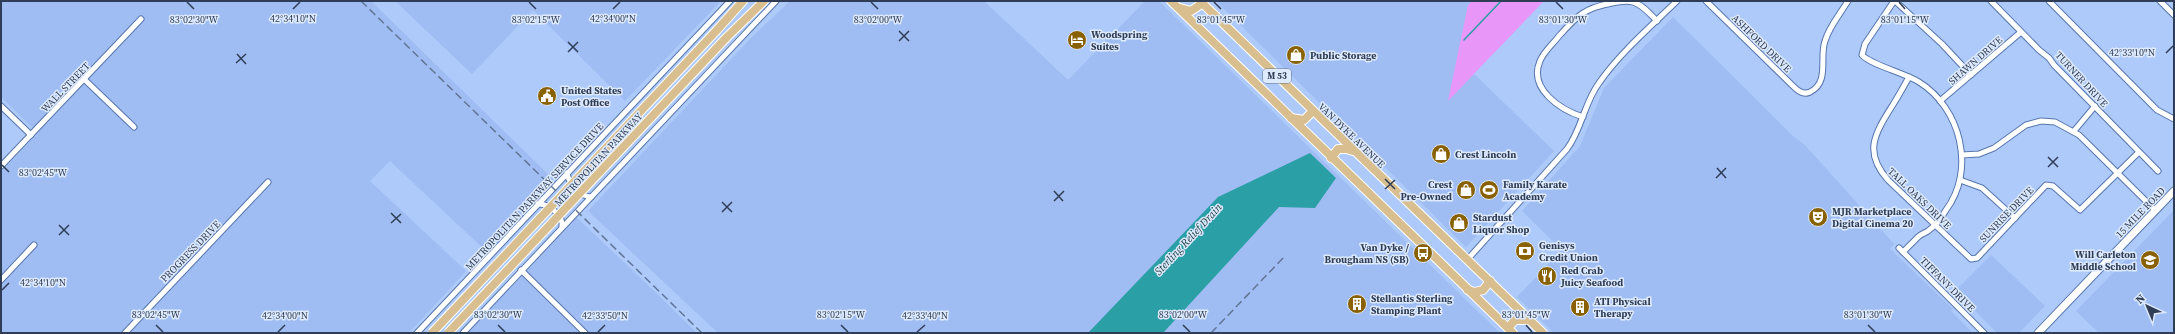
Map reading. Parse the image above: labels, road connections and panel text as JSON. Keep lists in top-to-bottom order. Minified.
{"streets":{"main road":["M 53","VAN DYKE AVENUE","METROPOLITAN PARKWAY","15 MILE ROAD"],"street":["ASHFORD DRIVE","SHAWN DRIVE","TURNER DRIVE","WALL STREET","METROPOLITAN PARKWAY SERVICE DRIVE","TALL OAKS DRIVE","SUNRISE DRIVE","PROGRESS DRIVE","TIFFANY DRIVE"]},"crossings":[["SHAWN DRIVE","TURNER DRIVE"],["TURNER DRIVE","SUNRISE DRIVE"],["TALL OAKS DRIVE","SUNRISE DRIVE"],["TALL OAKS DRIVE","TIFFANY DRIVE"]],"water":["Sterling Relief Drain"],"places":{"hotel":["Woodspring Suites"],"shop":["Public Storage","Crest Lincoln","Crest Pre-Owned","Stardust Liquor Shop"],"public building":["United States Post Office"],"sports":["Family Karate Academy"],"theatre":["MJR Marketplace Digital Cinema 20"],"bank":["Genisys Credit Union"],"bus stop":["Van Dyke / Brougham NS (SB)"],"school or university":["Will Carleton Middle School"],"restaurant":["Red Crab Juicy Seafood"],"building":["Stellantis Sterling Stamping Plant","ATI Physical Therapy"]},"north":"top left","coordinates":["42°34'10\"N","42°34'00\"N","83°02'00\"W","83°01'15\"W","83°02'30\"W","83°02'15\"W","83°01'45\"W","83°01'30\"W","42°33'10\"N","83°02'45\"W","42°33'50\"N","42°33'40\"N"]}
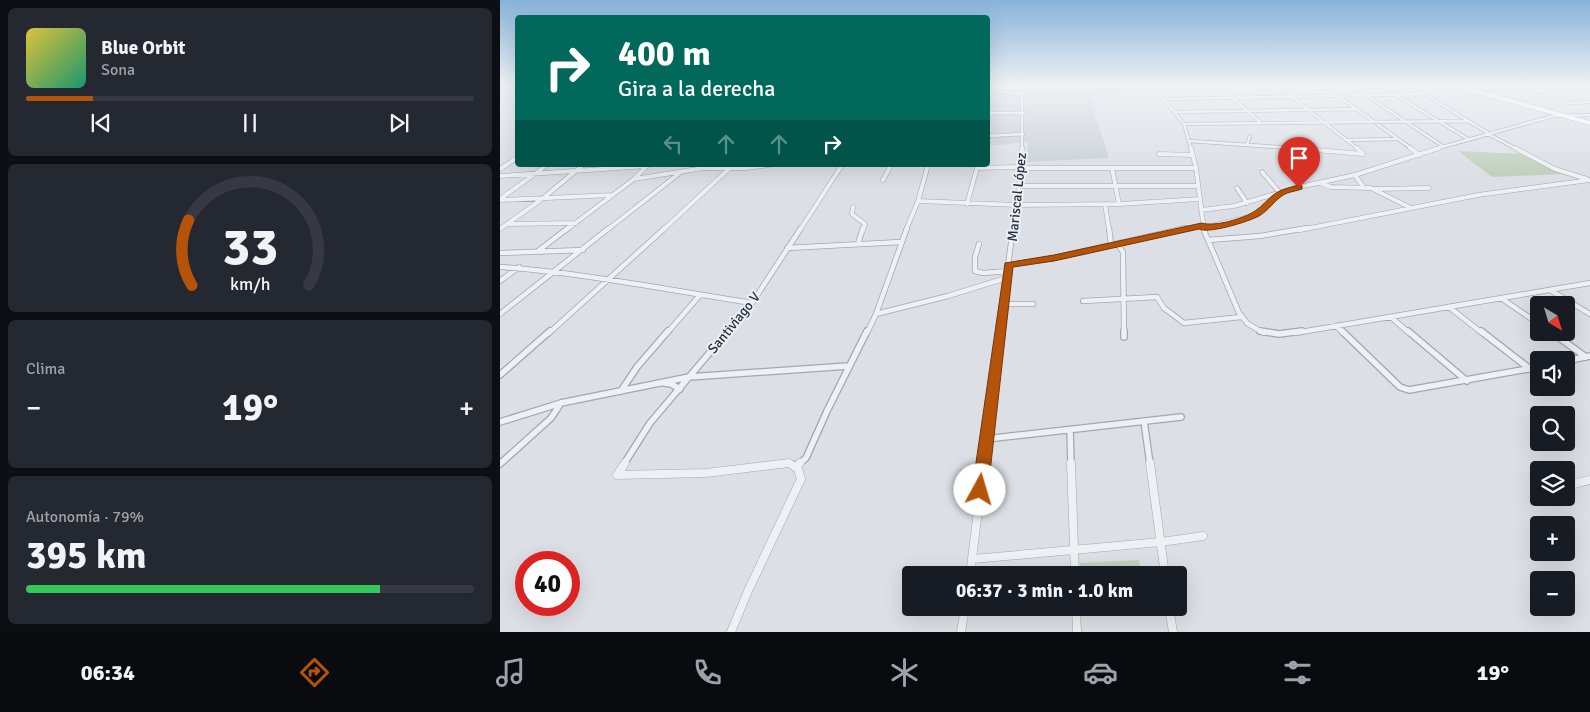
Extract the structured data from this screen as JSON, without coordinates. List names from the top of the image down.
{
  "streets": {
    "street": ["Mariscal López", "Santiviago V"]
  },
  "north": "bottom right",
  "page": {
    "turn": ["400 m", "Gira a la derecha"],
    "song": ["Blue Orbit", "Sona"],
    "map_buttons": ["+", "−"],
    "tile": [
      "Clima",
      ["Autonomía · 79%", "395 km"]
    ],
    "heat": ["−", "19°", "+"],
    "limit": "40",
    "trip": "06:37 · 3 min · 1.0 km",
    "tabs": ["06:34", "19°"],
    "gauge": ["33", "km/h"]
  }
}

_ _ _ _ _ _ _

> **WHAT IS BEING ASKED**
Would you return the data exactly as written, without the pictures?

> **EXERCISE RESULT**
Map reading. Parse the image above: labels, road connections and panel text as JSON. Keep lists in top-to-bottom order. Minified.
{"streets":{"main road":["M 53","VAN DYKE AVENUE","METROPOLITAN PARKWAY","15 MILE ROAD"],"street":["ASHFORD DRIVE","SHAWN DRIVE","TURNER DRIVE","WALL STREET","METROPOLITAN PARKWAY SERVICE DRIVE","TALL OAKS DRIVE","SUNRISE DRIVE","PROGRESS DRIVE","TIFFANY DRIVE"]},"crossings":[["SHAWN DRIVE","TURNER DRIVE"],["TURNER DRIVE","SUNRISE DRIVE"],["TALL OAKS DRIVE","SUNRISE DRIVE"],["TALL OAKS DRIVE","TIFFANY DRIVE"]],"water":["Sterling Relief Drain"],"places":{"hotel":["Woodspring Suites"],"shop":["Public Storage","Crest Lincoln","Crest Pre-Owned","Stardust Liquor Shop"],"public building":["United States Post Office"],"sports":["Family Karate Academy"],"theatre":["MJR Marketplace Digital Cinema 20"],"bank":["Genisys Credit Union"],"bus stop":["Van Dyke / Brougham NS (SB)"],"school or university":["Will Carleton Middle School"],"restaurant":["Red Crab Juicy Seafood"],"building":["Stellantis Sterling Stamping Plant","ATI Physical Therapy"]},"north":"top left","coordinates":["42°34'10\"N","42°34'00\"N","83°02'00\"W","83°01'15\"W","83°02'30\"W","83°02'15\"W","83°01'45\"W","83°01'30\"W","42°33'10\"N","83°02'45\"W","42°33'50\"N","42°33'40\"N"]}
Extract the structured data from this screen as JSON, without coordinates. List names from the top of the image down.
{
  "streets": {
    "street": ["Mariscal López", "Santiviago V"]
  },
  "north": "bottom right",
  "page": {
    "turn": ["400 m", "Gira a la derecha"],
    "song": ["Blue Orbit", "Sona"],
    "map_buttons": ["+", "−"],
    "tile": [
      "Clima",
      ["Autonomía · 79%", "395 km"]
    ],
    "heat": ["−", "19°", "+"],
    "limit": "40",
    "trip": "06:37 · 3 min · 1.0 km",
    "tabs": ["06:34", "19°"],
    "gauge": ["33", "km/h"]
  }
}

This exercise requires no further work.